*** Input data Section Begins ***
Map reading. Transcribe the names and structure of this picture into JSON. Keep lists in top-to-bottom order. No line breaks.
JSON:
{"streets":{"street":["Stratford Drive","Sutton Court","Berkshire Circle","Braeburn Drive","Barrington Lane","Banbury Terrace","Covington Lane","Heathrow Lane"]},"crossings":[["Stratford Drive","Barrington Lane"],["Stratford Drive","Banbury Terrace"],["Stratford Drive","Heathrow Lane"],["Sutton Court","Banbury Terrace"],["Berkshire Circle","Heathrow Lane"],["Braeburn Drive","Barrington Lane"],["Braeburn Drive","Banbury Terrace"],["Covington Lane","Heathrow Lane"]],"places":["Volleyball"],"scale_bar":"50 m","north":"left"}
*** Input data Section Ends ***
*** Input data Section Begins ***
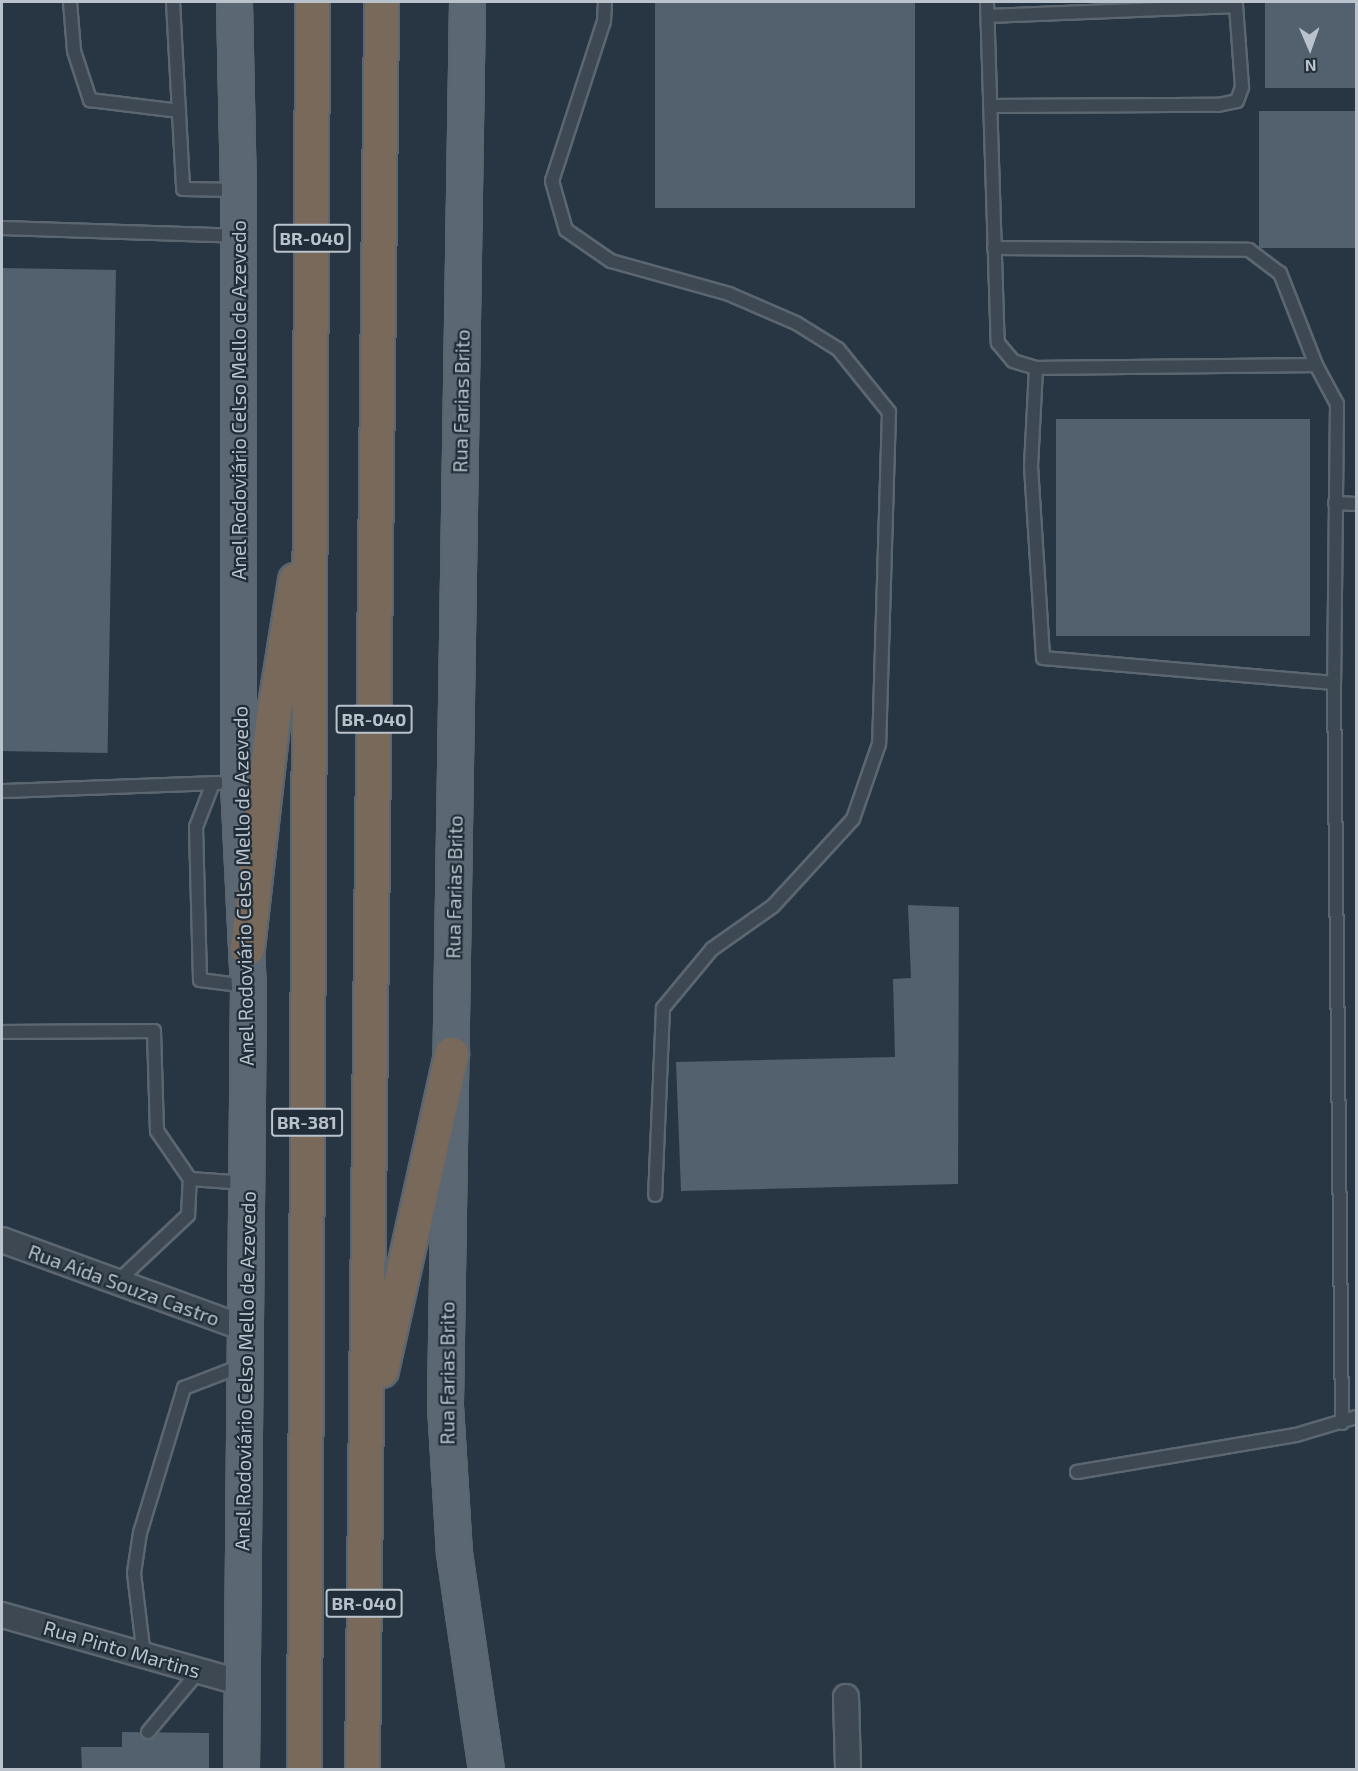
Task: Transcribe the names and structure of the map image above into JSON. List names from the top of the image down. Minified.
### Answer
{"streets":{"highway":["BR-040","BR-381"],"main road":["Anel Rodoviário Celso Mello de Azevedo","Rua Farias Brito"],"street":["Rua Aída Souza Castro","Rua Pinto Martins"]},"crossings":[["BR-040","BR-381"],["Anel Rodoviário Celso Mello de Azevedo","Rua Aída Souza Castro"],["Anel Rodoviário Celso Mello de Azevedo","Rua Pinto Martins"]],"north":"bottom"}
*** Input data Section Ends ***
The problem: Scan the records for the word "structure" and copy every line where it is found.

Output for this exercise:
Map reading. Transcribe the names and structure of this picture into JSON. Keep lists in top-to-bottom order. No line breaks.
Task: Transcribe the names and structure of the map image above into JSON. List names from the top of the image down. Minified.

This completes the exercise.